■ PROMPT ■
For the string "circle", state the number of lines in the data that contain it, and nothing else.

Data records:

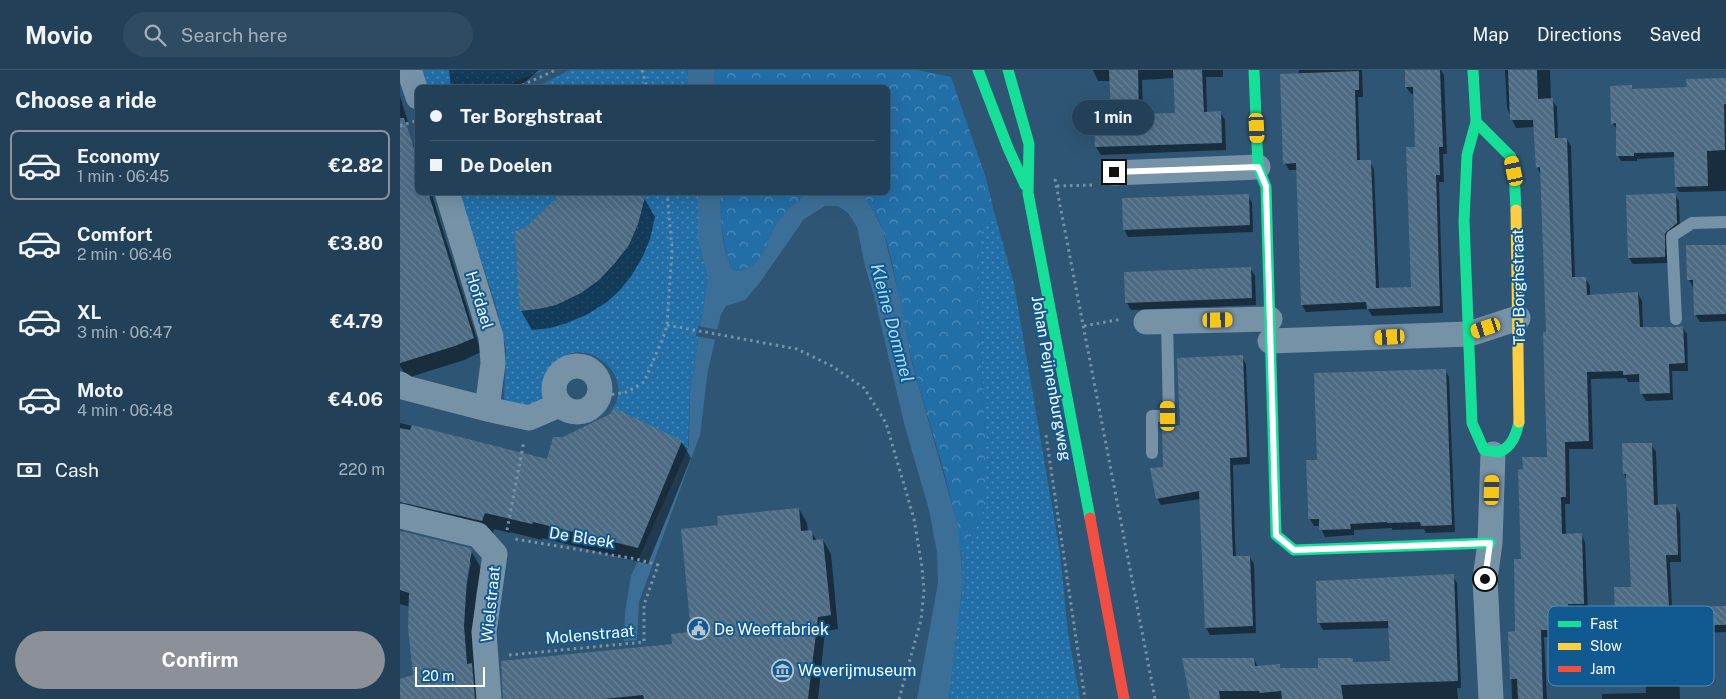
<!DOCTYPE html>
<meta charset="utf-8">
<style>
:root{--surface:#224057;--page:#2e4b61;--text:#f1f3f6;--muted:#a2afba;--line:#3f596d;--accent:#8c9099}
body{margin:0;font-family:"Public Sans",sans-serif;background:var(--page);color:var(--text);height:100vh;display:flex;flex-direction:column;font-size:19px;white-space:nowrap}
*{box-sizing:border-box;margin:0}
p{font-size:16px;color:var(--muted)}
.icon{flex:none;width:28px;height:28px;fill:none;stroke:currentColor;stroke-width:2;stroke-linecap:round;stroke-linejoin:round}
.map{position:relative;flex:1;overflow:hidden}
.panel{display:flex;flex-direction:column;background:var(--surface);width:400px}
.panel>*{flex:none}
.top-card{position:absolute;left:15px;top:15px;width:475px;height:110px;border-radius:8px;box-shadow:0 5px 20px #0002,0 0 0 1px var(--line);display:grid;align-content:center;height:110px;padding:0 15px;background:var(--surface)}
.scale{position:absolute;left:15px;bottom:12px;width:70px;box-sizing:border-box;padding-left:5px;border:2px solid #fff;border-top:0;font-size:14px;line-height:18px;white-space:nowrap;color:#fff;-webkit-text-stroke:4px #115991;paint-order:stroke}
.end{position:absolute;width:22px;height:22px;margin:-11px;border:6px solid #fff;background:#111;box-shadow:0 0 0 2px #111}
.from{border-radius:50%}
.bubble{position:absolute;height:35px;border-radius:18px;background:var(--surface);box-shadow:0 5px 20px #0002,0 0 0 1px var(--line);font-size:16px;font-weight:700;line-height:35px;text-align:center}
.car{position:absolute;width:15px;height:30px;margin:-15px -8px;border-radius:6px;box-shadow:0 0 4px 1px #0007;background:linear-gradient(#f5c518 24%,#345 0 40%,#f5c518 0 76%,#345 0 86%,#f5c518 0)}
.top-card b{display:flex;align-items:center;gap:18px;height:48px;font-size:19px}
.top-card b+b{border-top:1px solid var(--line)}
.top-card i{width:12px;height:12px;background:var(--text)}
ul{padding:0;list-style:none}
li{display:flex;align-items:center;gap:15px;height:70px;margin:0 10px 8px;padding:0 5px;border:2px solid transparent;border-radius:8px}
li div{flex:1}
li b{display:block;font-size:19px}
li em{font-style:normal;font-weight:700}
li.on{border-color:var(--accent)}
li>.icon{width:45px;height:45px;stroke-width:1.5}
h2{padding:0 15px;font-size:22px;line-height:60px}
.pay{display:flex;align-items:center;gap:12px;height:55px;padding:0 15px;font-size:19px}
.pay p{margin-inline-start:auto}
.primary-button{display:flex;gap:10px;margin-top:auto;padding:10px 15px}
.primary-button a{flex:1;height:58px;border-radius:30px;background:var(--accent);color:#fff;font-size:20px;font-weight:700;line-height:58px;text-align:center}
header{display:flex;align-items:center;gap:30px;box-sizing:border-box;height:70px;padding:0 25px;background:var(--surface);border-bottom:1px solid var(--line)}
header strong{font-size:24px}
nav{display:flex;gap:28px;margin-inline-start:auto;font-size:18px}
.search{width:350px;height:45px;background:var(--page);display:flex;align-items:center;gap:12px;box-sizing:border-box;padding:0 18px;border-radius:28px;color:var(--muted);font-size:19px}
main{display:flex;flex:1;min-height:0}
.map>svg:first-child{display:block}
</style>
<header>
<strong>Movio</strong>
<div class="search"><svg class="icon" aria-label="search" viewBox="0 0 24 24"><circle cx="10" cy="10" r="6"/><path d="M15 15l6 6"/></svg>Search here</div>
<nav><a>Map</a><a>Directions</a><a>Saved</a></nav>
</header>
<main>
<section class="panel">
<h2>Choose a ride</h2>
<ul>
<li class="on"><svg class="icon" aria-label="car" viewBox="0 0 24 24"><path d="M5 17H2v-5l4-1 3-4h7l3 4 3 1v5h-3M9 17h6M6 11h13"/><circle cx="7" cy="17" r="2"/><circle cx="17" cy="17" r="2"/></svg><div><b>Economy</b><p>1 min · 06:45</p></div><em>€2.82</em></li>
<li><svg class="icon" aria-label="car" viewBox="0 0 24 24"><path d="M5 17H2v-5l4-1 3-4h7l3 4 3 1v5h-3M9 17h6M6 11h13"/><circle cx="7" cy="17" r="2"/><circle cx="17" cy="17" r="2"/></svg><div><b>Comfort</b><p>2 min · 06:46</p></div><em>€3.80</em></li>
<li><svg class="icon" aria-label="car" viewBox="0 0 24 24"><path d="M5 17H2v-5l4-1 3-4h7l3 4 3 1v5h-3M9 17h6M6 11h13"/><circle cx="7" cy="17" r="2"/><circle cx="17" cy="17" r="2"/></svg><div><b>XL</b><p>3 min · 06:47</p></div><em>€4.79</em></li>
<li><svg class="icon" aria-label="car" viewBox="0 0 24 24"><path d="M5 17H2v-5l4-1 3-4h7l3 4 3 1v5h-3M9 17h6M6 11h13"/><circle cx="7" cy="17" r="2"/><circle cx="17" cy="17" r="2"/></svg><div><b>Moto</b><p>4 min · 06:48</p></div><em>€4.06</em></li>
</ul>
<div class="pay"><svg class="icon" aria-label="cash" viewBox="0 0 24 24"><path d="M3 7h18v10H3z"/><circle cx="12" cy="12" r="2"/></svg>Cash<p>220 m</p></div>
<div class="primary-button"><a>Confirm</a></div>
</section>
<div class="map">
<svg width="1326" height="629" viewBox="0 0 1326 629">
<defs>
<pattern id="green-dots" width="8" height="8" patternUnits="userSpaceOnUse" patternTransform="scale(1.25)"><rect width="8" height="8" fill="#226ea7"/><path d="M2 2h.1M6 6h.1" fill="none" stroke="#4e8bb9" stroke-width="1.8" stroke-linecap="round"/></pattern>
<pattern id="forest-crowns" width="20" height="18" patternUnits="userSpaceOnUse" patternTransform="scale(1.25)"><rect width="20" height="18" fill="#226ea7"/><path d="M2 6a3 3 0 1 1 6 0M12 15a3 3 0 1 1 6 0" fill="none" stroke="#4e8bb9"/></pattern>
<pattern id="building-back-hatch" width="6" height="6" patternUnits="userSpaceOnUse" patternTransform="scale(1.25)"><rect width="6" height="6" fill="#4c6b83"/><path d="M-1 5l2 2M0 0l6 6M5-1l2 2" fill="none" stroke="#678196"/></pattern>
</defs>
<rect width="100%" height="100%" fill="#2e5674"/>
<path fill="url(#green-dots)" d="M20,0H144L101,18L26,17Z
M170,0H288L287,17L134,18Z
M63,122L298,123V170L308,208L290,323L288,378L211,341C240,302 177,260 154,296C148,305 148,319 146,330L133,337L104,333L106,278L96,236L60,126Z
M594,142L614,214L660,483L668,563L680,629H549L563,510L561,485L578,454L585,435V366L577,200L582,154Z"/>
<path fill="url(#forest-crowns)" d="M314,0H517L551,7L586,108L594,142L582,154L577,200L585,366V435L578,454L561,485C554,419 528,355 512,290C501,247 497,202 483,160C478,147 470,132 458,123L488,122V18L315,17Z
M321,123H408C400,130 389,137 382,146C365,165 366,203 333,201C322,176 320,150 321,123Z"/>
<path fill="#3c6f97" d="M288,0H314L315,17H287Z
M298,123H321C320,150 321,176 333,201C366,203 365,165 382,146C389,137 400,130 408,123H458L464,127L474,142L483,160L500,229L511,289L558,456L563,510L549,629H517L538,513L537,482L529,440L504,353L475,229L465,196L457,157L448,143L438,136H425L404,149L358,215L345,230L326,236L321,244L308,300L300,365L239,532L237,570L224,571L225,543L231,506L289,376L290,323L308,208L298,170Z"/>
<path fill="#2e5674" d="M298,256L320,260L318,270L296,266Z"/>
<path fill="#0007" fill-rule="evenodd" d="M49,0H139L124,13L115,18H51Z
M693,0H823V7H806L807,43L820,42L825,50L826,80L701,85L696,77L712,46L711,11H698ZM775,8L777,44L743,45L742,10Z
M899,0H962L963,27H958L960,92H970L974,99L979,219L1012,218L1016,78L1014,24H1011L1006,17V0H1041L1044,5L1047,84H1043L1044,112H1039L1043,243L972,246L968,239L906,242L902,235L897,100H889L885,93Z
M1105,0H1150L1151,30H1152L1157,37L1158,69H1167L1171,76L1175,209L1185,208L1190,216V226L1238,223L1242,231L1243,258L1282,257L1287,264L1288,301H1272L1273,330L1246,331L1241,323V312H1228L1226,308L1191,309L1193,379H1169L1170,434H1165L1166,465L1181,464L1185,472L1188,541H1171L1172,567H1144L1147,629H1112L1110,563L1117,562L1122,490L1148,388L1147,263L1141,105L1137,97L1135,57L1116,58L1112,50L1107,38Z
M1326,9V121L1279,122L1276,117L1275,87L1237,89V91H1221L1218,86L1217,59L1212,53L1231,16L1233,20L1288,19Z
M0,26L8,52L0,56Z
M9,68L18,82V122H31L81,282L64,290L7,308L0,296V69Z
M1275,124L1279,131L1280,160L1268,193L1233,194L1229,188Z
M848,125L852,133L853,162L728,167L724,159Z
M244,128L255,147L250,169L243,186L232,205L220,220L207,232L188,244L167,253L150,258L132,260L121,241Z
M1326,175V251L1300,252L1295,244V217H1293L1289,210Z
M850,198L855,206L856,235L731,240L727,233Z
M842,287L846,294L850,394L833,395L835,471L836,488L850,487L854,494L856,563L810,565L806,558L801,429L761,435L757,428L765,398L781,357Z
M1045,300L1049,307L1055,462L1026,463L1024,459L992,460V458L954,460V465L925,467L920,456H914L910,449L918,391Z
M0,353L148,390L282,372L291,388L248,494L142,468V470L110,462V463L94,459L92,467L0,452Z
M1251,374L1256,382L1258,436L1275,435L1280,443L1281,492H1270L1272,539L1326,537V562L1303,563V566H1278L1280,629H1202V624L1246,623L1245,578L1222,579L1217,571L1232,518L1228,411L1224,404Z
M399,439L407,453L408,462L411,461L417,471L423,470L431,484L438,559L425,561L418,629H104L273,576L292,563L319,456Z
M0,462L71,481L81,498L76,525L73,574L82,629H0V611L14,606L10,537L0,534ZM69,492H71L67,514H64Z
M1053,506L1057,513L1061,618H1057L1058,629H791L784,589H854L858,597L879,595L881,600H920L952,589L954,593L991,592L990,558L923,560L919,553Z"/>
<path fill="url(#building-back-hatch)" d="M709,0H738L739,44L775,43L773,0H802L804,42L821,41L822,73L695,77L694,46L711,45Z
M1005,0H1040L1043,77H1039L1040,105H1036L1040,236L967,239L966,232L901,235L896,93L883,94L880,4L959,1V20H955L957,90H971L976,218L1011,217L1006,77H1015L1013,17H1005Z
M1108,0H1137L1138,29L1153,28L1155,68H1167L1172,207H1186L1187,225L1238,222L1240,257H1276L1283,256L1285,293L1269,294L1270,323L1240,324L1239,304L1223,305V301L1187,302L1189,371L1165,372L1166,427H1161L1162,464L1182,463L1184,534H1168V560H1141L1143,629H1118L1117,609H1110L1108,562L1115,561L1114,489H1121L1118,400L1123,399L1122,387H1147L1143,262H1146L1140,97L1136,98L1133,50H1110Z
M1326,8V34H1324L1325,80L1307,81L1308,116L1275,117L1274,82L1234,83V86H1216V53L1211,54L1210,16L1232,15V19L1287,17L1286,9Z
M0,48H4L18,90V122H28L74,268L55,276L0,293Z
M163,122H214L245,127L238,154L229,175L215,193L199,210L181,223L156,235L138,239L120,241L115,161L125,158Z
M1276,123L1277,153L1265,163V187L1228,188L1226,125Z
M849,124L850,155L723,160L722,128Z
M1286,175H1326V244L1294,245L1293,210H1287Z
M851,197L852,228L725,233L724,202Z
M843,285L847,387L830,388L832,463L833,486H850L853,556L805,558L799,421L756,429L750,398L763,397L762,356L780,355L777,288Z
M1046,299L1052,455L1021,456L1020,452L987,453V452L950,454L951,459L919,460V449H908V436L906,390H917L914,303Z
M215,338L282,371L238,478L133,452L132,454L85,443L82,451L0,432V358L10,360L12,355L147,389L153,367H163L210,344Z
M1222,373H1252L1254,435L1276,434L1278,485H1266L1269,537L1326,536V555H1300V558L1275,559L1276,615L1244,616L1243,571L1216,572L1214,517H1231L1226,404H1223Z
M399,438L401,461L412,460L413,470L423,469L431,545L418,547L408,629H244L243,625L203,629H103L101,591L272,574L271,564L291,562L281,459L318,455L317,446Z
M0,461L70,478L72,480L67,508L64,556L67,594L72,593L75,629H0V609L13,605L8,557L9,523L0,520Z
M1054,504L1058,611L941,615L943,629H882L881,621L860,623L859,621H819L820,629H790L782,588H854L855,596L880,594V598H918V588H953V592L990,591L988,551L917,553L916,511Z"/>
<g fill="none" stroke-linecap="round" stroke-linejoin="round">
<path stroke="#7692a7" stroke-width="3" stroke-dasharray="2.5 4" stroke-linecap="butt" d="M242,0L247,18
M116,18L156,0
M0,56L15,51
M655,109L755,629
M657,116L693,115
M267,255L397,279L432,296L464,318L486,353L514,449L522,497L524,521L521,550L499,629
M684,256L722,249
M199,324L209,325L227,322L244,312L263,268L267,255L272,179L267,122
M646,365L685,629
M107,460L124,371
M109,585L244,572V535L258,495L236,489L115,469
M498,605L506,606"/>
<path stroke="#7692a7" stroke-width="12" d="M1276,249L1272,166L1292,153L1326,152
M752,383V346H769L767,251"/>
<path stroke="#7692a7" stroke-width="25" d="M9,0L18,27
M714,103L858,97
M47,122L91,267L93,293L87,339
M746,252L870,249
M870,271L1069,264L1118,248
M154 319a23 23 0 1 1 46 0a23 23 0 1 1-46 0Z
M0,314L6,318L87,339L129,348L159,335
M0,446L78,465L95,484L84,562L89,629
M1091,629L1085,509L1090,473L1093,384"/>
<path stroke="#16e098" stroke-width="11" d="M578,0L608,78L625,115
M608,0L629,74L628,123L690,448
M854,0L858,97L866,117L876,465L894,480L1090,473
M1073,0L1076,52L1067,85L1064,151L1072,353L1084,380L1099,382C1112,377 1116,365 1119,352
M1076,52L1111,87L1114,101L1116,140"/>
<path stroke="#ffcf43" stroke-width="11" d="M1116,140L1119,352"/>
<path stroke="#f24e42" stroke-width="11" d="M690,448L724,629"/>
</g>
<g fill="none" stroke-linecap="round" stroke-linejoin="round">
<path stroke="#fff" stroke-width="6" d="M714,102L858,97L866,116L876,465L894,480L1090,473L1085,509"/>
</g>
<defs>
<symbol id="civic-ring" viewBox="-11 -11 22 22"><circle r="9.5" fill="#115991" stroke="#b6c4ce" stroke-width="1.5"/><path d="M-.6-6.5H3V-4.5H.6V-3L4-1V1h2V6H-6V1h2V-1L-.6-3ZM-1.2 2.5V6h2.4V2.5Z" fill="#b6c4ce"/></symbol>
<symbol id="museum-ring" viewBox="-11 -11 22 22"><circle r="9.5" fill="#115991" stroke="#b6c4ce" stroke-width="1.5"/><path d="M0-6L6-3V-2H-6V-3ZM-5-1h2V3h-2ZM-1-1h2V3h-2ZM3-1h2V3H3ZM-6 4H6V6H-6Z" fill="#b6c4ce"/></symbol>
</defs>
<g fill-rule="evenodd">
<use href="#civic-ring" x="286" y="546" width="25" height="25"/>
<use href="#museum-ring" x="370" y="588" width="25" height="25"/>
</g>
<g text-anchor="middle" stroke-width="4" stroke-linejoin="round" paint-order="stroke">
<g font-size="16" fill="#fff" stroke="#115991">
<text transform="translate(1118 217) rotate(-91)" y="6">Ter Borghstraat</text>
<text transform="translate(80 230) rotate(73)" y="6">Hofdael</text>
<text transform="translate(652 308) rotate(80)" y="6">Johan Peijnenburgweg</text>
<text transform="translate(182 467) rotate(9)" y="6">De Bleek</text>
<text transform="translate(90 534) rotate(-84)" y="6">Wielstraat</text>
<text transform="translate(190 564) rotate(-5)" y="6">Molenstraat</text>
</g>
<g font-size="16" fill="#fff" stroke="#115991" text-anchor="start">
<text x="314" y="565">De Weeffabriek</text>
<text x="398" y="606">Weverijmuseum</text>
</g>
<g font-size="18" font-style="italic" fill="#a9d8f9" stroke="#115991">
<text transform="translate(492 253) rotate(75)" y="6">Kleine Dommel</text>
</g>
</g>
<rect x="1148" y="536" width="166" height="80" rx="8" fill="#115991" stroke="#588bb2" stroke-width="1"/>
<rect x="1158" y="551" width="23" height="6" fill="#16e098"/>
<rect x="1158" y="573" width="23" height="7" fill="#ffcf43"/>
<rect x="1158" y="596" width="23" height="6" fill="#f24e42"/>
<g font-size="14" fill="#fff">
<text x="1190" y="559">Fast</text>
<text x="1190" y="581">Slow</text>
<text x="1190" y="604">Jam</text>
</g>
</svg>
<div class="scale">20 m</div>
<i class="end from" style="left:1085px;top:509px"></i>
<i class="end" style="left:714px;top:102px"></i>
<div class="bubble" style="left:672px;top:30px;width:82px">1 min</div>
<i class="car" style="left:857px;top:58px;rotate:177deg"></i>
<i class="car" style="left:1114px;top:101px;rotate:348deg"></i>
<i class="car" style="left:818px;top:250px;rotate:89deg"></i>
<i class="car" style="left:1086px;top:258px;rotate:252deg"></i>
<i class="car" style="left:990px;top:267px;rotate:267deg"></i>
<i class="car" style="left:768px;top:346px;rotate:359deg"></i>
<i class="car" style="left:1092px;top:420px;rotate:2deg"></i>
<div class="top-card">
<b><i class="from"></i>Ter Borghstraat</b>
<b><i></i>De Doelen</b>
</div>
</div>
</main>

■ EXERCISE RESULT ■
8